*** Data for this task
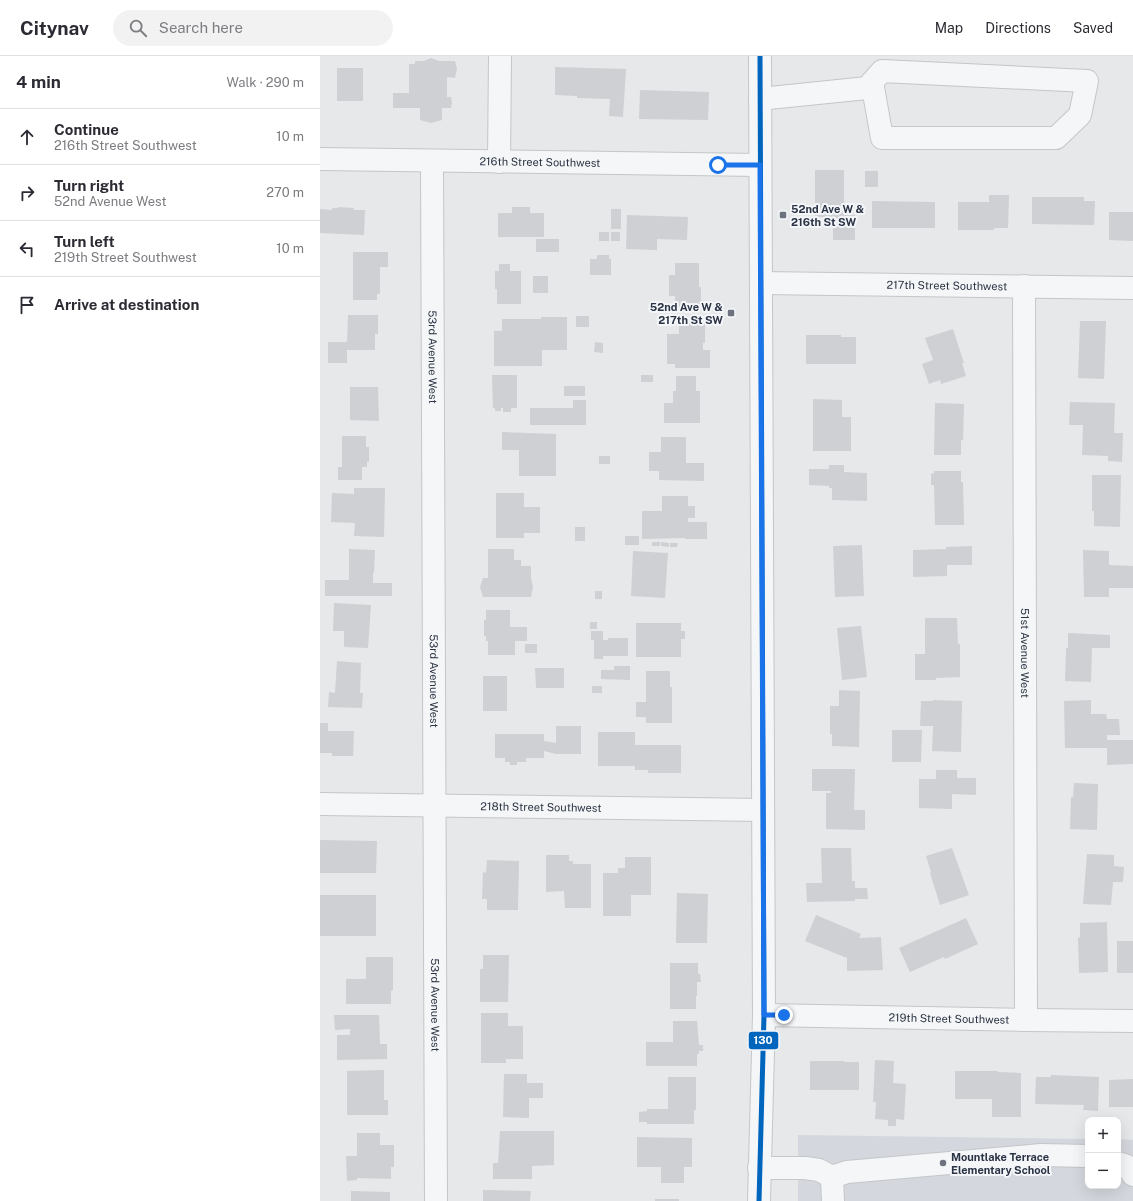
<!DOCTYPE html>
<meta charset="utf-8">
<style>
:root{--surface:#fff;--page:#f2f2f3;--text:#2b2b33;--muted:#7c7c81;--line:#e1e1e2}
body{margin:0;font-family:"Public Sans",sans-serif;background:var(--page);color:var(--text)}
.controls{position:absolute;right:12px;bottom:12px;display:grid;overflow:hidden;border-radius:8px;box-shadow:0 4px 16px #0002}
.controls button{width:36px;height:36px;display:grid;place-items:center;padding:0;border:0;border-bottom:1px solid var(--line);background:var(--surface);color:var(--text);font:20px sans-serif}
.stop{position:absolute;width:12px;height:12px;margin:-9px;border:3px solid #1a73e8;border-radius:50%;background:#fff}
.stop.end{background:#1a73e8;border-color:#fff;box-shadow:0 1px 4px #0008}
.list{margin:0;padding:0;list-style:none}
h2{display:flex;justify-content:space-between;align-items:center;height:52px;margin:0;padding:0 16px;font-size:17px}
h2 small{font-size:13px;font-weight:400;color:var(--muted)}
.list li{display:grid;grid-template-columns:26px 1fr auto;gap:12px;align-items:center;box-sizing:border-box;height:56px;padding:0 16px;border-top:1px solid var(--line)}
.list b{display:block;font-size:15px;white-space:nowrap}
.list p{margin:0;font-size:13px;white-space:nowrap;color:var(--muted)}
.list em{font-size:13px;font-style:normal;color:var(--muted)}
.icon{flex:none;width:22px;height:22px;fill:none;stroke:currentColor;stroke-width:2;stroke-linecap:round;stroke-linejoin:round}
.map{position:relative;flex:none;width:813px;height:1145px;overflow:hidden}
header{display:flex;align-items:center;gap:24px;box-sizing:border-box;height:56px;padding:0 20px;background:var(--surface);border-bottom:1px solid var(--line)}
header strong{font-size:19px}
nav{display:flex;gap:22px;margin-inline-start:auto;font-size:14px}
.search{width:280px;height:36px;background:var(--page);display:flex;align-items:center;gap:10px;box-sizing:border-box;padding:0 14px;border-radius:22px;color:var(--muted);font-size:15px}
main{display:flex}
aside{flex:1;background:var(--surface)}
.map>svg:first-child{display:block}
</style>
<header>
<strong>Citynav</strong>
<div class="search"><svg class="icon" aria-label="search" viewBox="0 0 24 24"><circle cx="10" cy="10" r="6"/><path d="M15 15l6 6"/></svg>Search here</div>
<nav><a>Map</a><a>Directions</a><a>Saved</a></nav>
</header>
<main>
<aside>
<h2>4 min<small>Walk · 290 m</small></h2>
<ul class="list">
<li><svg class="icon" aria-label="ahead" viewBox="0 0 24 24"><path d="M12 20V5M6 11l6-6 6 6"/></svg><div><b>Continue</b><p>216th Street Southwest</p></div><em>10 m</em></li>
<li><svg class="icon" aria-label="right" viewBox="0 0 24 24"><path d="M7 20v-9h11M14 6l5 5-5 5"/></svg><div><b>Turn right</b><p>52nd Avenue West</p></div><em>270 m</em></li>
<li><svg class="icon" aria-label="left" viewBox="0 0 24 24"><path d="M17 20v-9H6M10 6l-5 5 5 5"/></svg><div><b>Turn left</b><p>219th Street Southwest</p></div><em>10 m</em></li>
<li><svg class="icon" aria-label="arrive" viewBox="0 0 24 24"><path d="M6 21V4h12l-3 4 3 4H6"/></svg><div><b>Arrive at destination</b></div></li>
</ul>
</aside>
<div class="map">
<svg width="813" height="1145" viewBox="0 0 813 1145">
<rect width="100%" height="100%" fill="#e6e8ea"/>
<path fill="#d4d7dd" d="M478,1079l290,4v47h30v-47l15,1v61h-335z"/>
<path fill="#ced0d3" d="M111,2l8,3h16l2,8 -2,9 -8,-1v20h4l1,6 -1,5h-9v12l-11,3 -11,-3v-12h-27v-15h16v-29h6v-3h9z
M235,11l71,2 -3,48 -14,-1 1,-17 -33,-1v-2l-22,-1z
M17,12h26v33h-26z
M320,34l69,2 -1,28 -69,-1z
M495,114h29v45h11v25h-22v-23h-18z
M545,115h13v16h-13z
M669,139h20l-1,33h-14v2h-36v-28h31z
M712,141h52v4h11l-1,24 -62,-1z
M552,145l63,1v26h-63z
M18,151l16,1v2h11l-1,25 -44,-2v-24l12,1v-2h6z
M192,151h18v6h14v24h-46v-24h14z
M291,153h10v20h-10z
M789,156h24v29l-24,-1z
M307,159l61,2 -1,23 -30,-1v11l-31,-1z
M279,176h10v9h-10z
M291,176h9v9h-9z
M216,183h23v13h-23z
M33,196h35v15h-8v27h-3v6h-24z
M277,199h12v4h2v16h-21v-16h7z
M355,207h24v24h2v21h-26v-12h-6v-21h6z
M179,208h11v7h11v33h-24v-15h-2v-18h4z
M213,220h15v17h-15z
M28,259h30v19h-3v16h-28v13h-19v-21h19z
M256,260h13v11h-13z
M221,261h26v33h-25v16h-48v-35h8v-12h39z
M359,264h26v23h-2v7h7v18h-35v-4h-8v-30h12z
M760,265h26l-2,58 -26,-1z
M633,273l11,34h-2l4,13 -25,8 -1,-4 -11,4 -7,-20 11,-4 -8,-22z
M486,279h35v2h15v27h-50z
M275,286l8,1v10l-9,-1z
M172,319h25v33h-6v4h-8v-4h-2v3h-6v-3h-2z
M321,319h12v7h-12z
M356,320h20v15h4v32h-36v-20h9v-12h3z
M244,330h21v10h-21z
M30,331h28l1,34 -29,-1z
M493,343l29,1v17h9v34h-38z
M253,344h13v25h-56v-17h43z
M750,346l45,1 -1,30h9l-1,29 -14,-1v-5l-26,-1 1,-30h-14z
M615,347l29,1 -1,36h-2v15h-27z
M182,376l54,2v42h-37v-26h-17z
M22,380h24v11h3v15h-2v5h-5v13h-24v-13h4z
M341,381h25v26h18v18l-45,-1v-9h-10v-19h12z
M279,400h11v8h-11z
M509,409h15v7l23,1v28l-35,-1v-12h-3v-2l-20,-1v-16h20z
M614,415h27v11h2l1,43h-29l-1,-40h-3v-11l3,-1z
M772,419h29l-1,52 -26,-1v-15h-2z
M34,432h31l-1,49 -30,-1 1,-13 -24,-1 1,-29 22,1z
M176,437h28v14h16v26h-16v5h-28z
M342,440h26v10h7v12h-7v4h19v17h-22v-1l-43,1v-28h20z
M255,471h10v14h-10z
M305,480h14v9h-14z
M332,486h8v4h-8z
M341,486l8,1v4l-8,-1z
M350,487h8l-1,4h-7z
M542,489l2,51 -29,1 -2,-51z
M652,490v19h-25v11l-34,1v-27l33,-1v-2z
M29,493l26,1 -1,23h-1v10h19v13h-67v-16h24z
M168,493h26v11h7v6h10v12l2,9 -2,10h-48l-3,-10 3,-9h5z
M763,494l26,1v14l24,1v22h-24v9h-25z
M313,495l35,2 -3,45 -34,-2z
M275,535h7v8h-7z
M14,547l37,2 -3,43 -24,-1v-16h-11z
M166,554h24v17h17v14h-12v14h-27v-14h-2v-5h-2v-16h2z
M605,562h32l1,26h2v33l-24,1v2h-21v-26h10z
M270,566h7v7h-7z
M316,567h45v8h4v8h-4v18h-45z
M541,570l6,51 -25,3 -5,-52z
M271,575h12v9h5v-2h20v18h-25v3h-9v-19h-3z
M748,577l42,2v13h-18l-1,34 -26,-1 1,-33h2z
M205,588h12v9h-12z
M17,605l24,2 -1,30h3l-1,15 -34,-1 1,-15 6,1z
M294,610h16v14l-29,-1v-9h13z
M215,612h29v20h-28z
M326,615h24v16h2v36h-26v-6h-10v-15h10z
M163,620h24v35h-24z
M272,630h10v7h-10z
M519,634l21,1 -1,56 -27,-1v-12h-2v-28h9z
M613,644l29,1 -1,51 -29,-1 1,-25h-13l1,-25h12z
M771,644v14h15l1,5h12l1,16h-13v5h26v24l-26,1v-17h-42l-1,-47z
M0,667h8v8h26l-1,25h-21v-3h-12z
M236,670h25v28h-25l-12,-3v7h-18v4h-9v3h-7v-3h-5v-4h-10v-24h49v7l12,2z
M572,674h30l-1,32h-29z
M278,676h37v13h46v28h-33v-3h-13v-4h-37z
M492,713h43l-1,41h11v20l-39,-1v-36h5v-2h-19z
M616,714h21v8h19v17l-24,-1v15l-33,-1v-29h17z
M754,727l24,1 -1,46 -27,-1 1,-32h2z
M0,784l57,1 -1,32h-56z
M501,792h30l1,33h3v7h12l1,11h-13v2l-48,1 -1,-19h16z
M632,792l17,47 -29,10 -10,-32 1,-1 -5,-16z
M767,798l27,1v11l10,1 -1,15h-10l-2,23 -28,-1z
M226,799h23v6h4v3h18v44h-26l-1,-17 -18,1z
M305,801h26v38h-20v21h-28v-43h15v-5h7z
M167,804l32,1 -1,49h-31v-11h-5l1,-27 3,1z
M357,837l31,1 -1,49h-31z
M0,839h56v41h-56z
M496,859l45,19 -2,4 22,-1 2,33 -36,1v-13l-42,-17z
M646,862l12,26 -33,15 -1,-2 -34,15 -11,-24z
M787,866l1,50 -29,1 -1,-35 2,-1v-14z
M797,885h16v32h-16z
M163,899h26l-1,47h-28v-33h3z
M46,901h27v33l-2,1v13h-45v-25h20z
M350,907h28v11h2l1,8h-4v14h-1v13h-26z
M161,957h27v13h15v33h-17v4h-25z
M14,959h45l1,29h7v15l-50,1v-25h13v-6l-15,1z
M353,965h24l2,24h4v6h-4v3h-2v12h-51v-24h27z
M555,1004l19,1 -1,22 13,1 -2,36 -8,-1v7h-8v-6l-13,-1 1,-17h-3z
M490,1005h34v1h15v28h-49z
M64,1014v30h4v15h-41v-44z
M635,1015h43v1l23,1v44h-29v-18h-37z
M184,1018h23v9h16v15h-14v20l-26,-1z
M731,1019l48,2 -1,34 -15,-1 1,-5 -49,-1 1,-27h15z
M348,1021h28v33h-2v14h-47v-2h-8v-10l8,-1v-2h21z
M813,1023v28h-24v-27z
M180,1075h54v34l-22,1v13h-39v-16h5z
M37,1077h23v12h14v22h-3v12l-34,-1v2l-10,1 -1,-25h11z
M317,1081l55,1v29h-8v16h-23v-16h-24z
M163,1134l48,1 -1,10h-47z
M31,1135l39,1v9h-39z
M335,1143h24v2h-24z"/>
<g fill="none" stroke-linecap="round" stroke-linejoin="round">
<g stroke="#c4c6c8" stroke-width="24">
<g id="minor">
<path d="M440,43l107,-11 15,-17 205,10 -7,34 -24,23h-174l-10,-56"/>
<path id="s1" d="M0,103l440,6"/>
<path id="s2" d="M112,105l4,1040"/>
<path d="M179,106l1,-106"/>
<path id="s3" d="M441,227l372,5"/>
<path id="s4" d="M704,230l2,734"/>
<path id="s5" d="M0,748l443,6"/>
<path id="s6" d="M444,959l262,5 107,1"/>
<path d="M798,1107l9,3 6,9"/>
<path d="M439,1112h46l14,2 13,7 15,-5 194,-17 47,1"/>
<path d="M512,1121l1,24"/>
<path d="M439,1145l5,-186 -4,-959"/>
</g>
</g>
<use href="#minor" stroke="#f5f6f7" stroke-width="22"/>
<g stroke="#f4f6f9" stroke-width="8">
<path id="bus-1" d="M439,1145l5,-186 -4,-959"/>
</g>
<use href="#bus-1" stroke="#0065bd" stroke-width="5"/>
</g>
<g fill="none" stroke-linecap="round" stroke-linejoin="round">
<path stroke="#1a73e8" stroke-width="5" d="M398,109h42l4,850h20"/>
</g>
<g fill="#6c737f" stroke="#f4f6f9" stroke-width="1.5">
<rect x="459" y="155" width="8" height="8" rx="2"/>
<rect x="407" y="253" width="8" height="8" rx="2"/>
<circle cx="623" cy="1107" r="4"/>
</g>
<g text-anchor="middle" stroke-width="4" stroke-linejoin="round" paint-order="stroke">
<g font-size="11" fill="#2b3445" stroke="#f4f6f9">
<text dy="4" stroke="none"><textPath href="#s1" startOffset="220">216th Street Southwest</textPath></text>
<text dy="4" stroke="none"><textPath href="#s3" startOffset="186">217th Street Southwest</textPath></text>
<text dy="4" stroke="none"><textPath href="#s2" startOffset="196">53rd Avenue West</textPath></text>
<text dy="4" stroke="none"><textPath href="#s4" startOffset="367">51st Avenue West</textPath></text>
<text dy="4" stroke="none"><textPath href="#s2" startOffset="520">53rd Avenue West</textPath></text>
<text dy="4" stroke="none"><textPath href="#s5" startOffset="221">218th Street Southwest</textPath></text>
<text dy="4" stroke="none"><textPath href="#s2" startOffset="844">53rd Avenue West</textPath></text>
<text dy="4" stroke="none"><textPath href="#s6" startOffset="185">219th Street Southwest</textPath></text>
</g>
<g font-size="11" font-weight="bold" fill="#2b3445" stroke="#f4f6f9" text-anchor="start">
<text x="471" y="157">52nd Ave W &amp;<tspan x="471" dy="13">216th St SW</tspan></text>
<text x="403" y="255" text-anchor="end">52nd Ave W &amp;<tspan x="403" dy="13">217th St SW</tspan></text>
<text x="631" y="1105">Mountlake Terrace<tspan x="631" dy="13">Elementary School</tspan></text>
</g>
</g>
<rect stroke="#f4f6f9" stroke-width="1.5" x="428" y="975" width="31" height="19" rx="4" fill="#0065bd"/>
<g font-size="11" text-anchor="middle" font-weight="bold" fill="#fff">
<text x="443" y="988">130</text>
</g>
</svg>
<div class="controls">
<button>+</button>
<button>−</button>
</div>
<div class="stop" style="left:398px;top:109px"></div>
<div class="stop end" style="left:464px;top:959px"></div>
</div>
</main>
******
(Exercise details):
Looking at the data above, write out exactly the lines that start at the one containing "M341,486l8,1v4l-8,-1z" and end at the one containing "M357,837l31,1 -1,49h-31z"; include both and nothing beyond.

(Answer to this exercise):
M341,486l8,1v4l-8,-1z
M350,487h8l-1,4h-7z
M542,489l2,51 -29,1 -2,-51z
M652,490v19h-25v11l-34,1v-27l33,-1v-2z
M29,493l26,1 -1,23h-1v10h19v13h-67v-16h24z
M168,493h26v11h7v6h10v12l2,9 -2,10h-48l-3,-10 3,-9h5z
M763,494l26,1v14l24,1v22h-24v9h-25z
M313,495l35,2 -3,45 -34,-2z
M275,535h7v8h-7z
M14,547l37,2 -3,43 -24,-1v-16h-11z
M166,554h24v17h17v14h-12v14h-27v-14h-2v-5h-2v-16h2z
M605,562h32l1,26h2v33l-24,1v2h-21v-26h10z
M270,566h7v7h-7z
M316,567h45v8h4v8h-4v18h-45z
M541,570l6,51 -25,3 -5,-52z
M271,575h12v9h5v-2h20v18h-25v3h-9v-19h-3z
M748,577l42,2v13h-18l-1,34 -26,-1 1,-33h2z
M205,588h12v9h-12z
M17,605l24,2 -1,30h3l-1,15 -34,-1 1,-15 6,1z
M294,610h16v14l-29,-1v-9h13z
M215,612h29v20h-28z
M326,615h24v16h2v36h-26v-6h-10v-15h10z
M163,620h24v35h-24z
M272,630h10v7h-10z
M519,634l21,1 -1,56 -27,-1v-12h-2v-28h9z
M613,644l29,1 -1,51 -29,-1 1,-25h-13l1,-25h12z
M771,644v14h15l1,5h12l1,16h-13v5h26v24l-26,1v-17h-42l-1,-47z
M0,667h8v8h26l-1,25h-21v-3h-12z
M236,670h25v28h-25l-12,-3v7h-18v4h-9v3h-7v-3h-5v-4h-10v-24h49v7l12,2z
M572,674h30l-1,32h-29z
M278,676h37v13h46v28h-33v-3h-13v-4h-37z
M492,713h43l-1,41h11v20l-39,-1v-36h5v-2h-19z
M616,714h21v8h19v17l-24,-1v15l-33,-1v-29h17z
M754,727l24,1 -1,46 -27,-1 1,-32h2z
M0,784l57,1 -1,32h-56z
M501,792h30l1,33h3v7h12l1,11h-13v2l-48,1 -1,-19h16z
M632,792l17,47 -29,10 -10,-32 1,-1 -5,-16z
M767,798l27,1v11l10,1 -1,15h-10l-2,23 -28,-1z
M226,799h23v6h4v3h18v44h-26l-1,-17 -18,1z
M305,801h26v38h-20v21h-28v-43h15v-5h7z
M167,804l32,1 -1,49h-31v-11h-5l1,-27 3,1z
M357,837l31,1 -1,49h-31z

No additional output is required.